**** MATERIAL PROVIDED ****
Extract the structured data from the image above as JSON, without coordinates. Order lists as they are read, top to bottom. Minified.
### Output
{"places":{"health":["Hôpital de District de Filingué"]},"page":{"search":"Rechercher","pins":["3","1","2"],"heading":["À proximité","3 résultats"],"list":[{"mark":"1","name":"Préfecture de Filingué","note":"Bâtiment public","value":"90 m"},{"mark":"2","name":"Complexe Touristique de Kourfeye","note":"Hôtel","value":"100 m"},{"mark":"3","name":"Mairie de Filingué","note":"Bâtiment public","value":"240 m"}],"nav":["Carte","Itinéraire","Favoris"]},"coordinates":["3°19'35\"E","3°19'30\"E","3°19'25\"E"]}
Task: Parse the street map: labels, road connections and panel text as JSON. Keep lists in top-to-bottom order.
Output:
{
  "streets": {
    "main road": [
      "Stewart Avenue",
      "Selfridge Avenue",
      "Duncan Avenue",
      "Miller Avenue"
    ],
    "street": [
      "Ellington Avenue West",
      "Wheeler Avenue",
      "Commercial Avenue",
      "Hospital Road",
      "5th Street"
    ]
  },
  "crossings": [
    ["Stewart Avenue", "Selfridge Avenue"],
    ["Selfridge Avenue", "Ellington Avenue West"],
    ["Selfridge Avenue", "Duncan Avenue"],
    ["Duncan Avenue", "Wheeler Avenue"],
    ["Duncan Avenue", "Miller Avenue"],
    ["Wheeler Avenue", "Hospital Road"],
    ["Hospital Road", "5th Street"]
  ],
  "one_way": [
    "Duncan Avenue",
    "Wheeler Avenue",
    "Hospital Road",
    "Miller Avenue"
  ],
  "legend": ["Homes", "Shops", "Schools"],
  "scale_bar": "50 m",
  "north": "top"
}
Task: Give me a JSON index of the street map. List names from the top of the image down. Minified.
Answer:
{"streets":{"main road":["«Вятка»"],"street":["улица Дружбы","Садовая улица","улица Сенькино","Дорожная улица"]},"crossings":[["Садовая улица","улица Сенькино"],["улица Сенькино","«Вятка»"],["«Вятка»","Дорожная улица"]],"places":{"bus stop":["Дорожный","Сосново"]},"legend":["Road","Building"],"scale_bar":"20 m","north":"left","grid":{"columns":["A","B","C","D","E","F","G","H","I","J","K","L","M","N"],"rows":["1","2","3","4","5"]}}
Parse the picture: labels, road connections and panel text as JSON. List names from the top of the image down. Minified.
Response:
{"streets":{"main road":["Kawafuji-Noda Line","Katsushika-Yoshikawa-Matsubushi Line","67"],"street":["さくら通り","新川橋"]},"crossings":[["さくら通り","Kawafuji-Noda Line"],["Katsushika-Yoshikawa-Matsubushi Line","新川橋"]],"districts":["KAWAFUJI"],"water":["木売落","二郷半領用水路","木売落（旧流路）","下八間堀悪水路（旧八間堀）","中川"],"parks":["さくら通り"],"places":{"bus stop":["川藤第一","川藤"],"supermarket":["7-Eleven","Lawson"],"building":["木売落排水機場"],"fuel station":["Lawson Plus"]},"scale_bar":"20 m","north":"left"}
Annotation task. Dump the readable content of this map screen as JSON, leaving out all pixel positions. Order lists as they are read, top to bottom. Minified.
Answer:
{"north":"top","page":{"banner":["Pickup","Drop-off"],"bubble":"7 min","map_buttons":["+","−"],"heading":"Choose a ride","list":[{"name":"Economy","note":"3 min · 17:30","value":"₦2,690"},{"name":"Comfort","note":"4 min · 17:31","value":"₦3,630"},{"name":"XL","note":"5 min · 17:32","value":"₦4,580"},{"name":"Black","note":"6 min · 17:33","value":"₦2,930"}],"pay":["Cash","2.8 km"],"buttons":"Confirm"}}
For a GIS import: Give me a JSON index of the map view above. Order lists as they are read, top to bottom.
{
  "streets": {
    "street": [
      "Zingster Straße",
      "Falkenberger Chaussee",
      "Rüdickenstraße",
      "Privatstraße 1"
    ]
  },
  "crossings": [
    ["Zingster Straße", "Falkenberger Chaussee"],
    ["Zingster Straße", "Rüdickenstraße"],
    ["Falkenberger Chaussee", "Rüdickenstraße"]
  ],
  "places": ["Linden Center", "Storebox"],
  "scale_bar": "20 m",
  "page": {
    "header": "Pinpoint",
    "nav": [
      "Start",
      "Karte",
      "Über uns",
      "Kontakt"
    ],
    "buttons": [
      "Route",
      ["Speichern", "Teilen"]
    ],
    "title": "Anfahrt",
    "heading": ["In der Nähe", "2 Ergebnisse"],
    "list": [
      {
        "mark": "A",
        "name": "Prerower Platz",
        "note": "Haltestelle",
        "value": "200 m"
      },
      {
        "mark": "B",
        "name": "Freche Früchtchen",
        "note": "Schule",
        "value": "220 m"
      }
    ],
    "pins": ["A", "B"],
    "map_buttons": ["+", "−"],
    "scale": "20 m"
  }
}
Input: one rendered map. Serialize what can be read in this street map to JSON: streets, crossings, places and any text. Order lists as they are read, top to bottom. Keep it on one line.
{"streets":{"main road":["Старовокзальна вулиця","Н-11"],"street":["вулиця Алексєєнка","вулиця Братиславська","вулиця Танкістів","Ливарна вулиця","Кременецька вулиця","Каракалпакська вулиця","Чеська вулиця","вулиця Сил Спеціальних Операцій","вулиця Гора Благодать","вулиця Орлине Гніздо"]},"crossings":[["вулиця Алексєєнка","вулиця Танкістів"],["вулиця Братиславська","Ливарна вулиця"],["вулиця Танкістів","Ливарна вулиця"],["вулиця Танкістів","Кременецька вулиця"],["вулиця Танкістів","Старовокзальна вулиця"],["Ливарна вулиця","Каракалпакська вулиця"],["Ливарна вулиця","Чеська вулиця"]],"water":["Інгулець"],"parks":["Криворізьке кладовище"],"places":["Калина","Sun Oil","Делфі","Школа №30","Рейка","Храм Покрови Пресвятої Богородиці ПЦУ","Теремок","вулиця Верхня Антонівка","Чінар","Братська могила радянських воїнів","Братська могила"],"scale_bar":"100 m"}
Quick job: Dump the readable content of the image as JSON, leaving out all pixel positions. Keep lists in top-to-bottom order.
****
- WHAT IS REQUIRED: Among the lines of the listing above, which ones hold "down"? Copy them.

- ANSWER TO THIS TASK:
Task: Give me a JSON index of the street map. List names from the top of the image down. Minified.
Parse the picture: labels, road connections and panel text as JSON. List names from the top of the image down. Minified.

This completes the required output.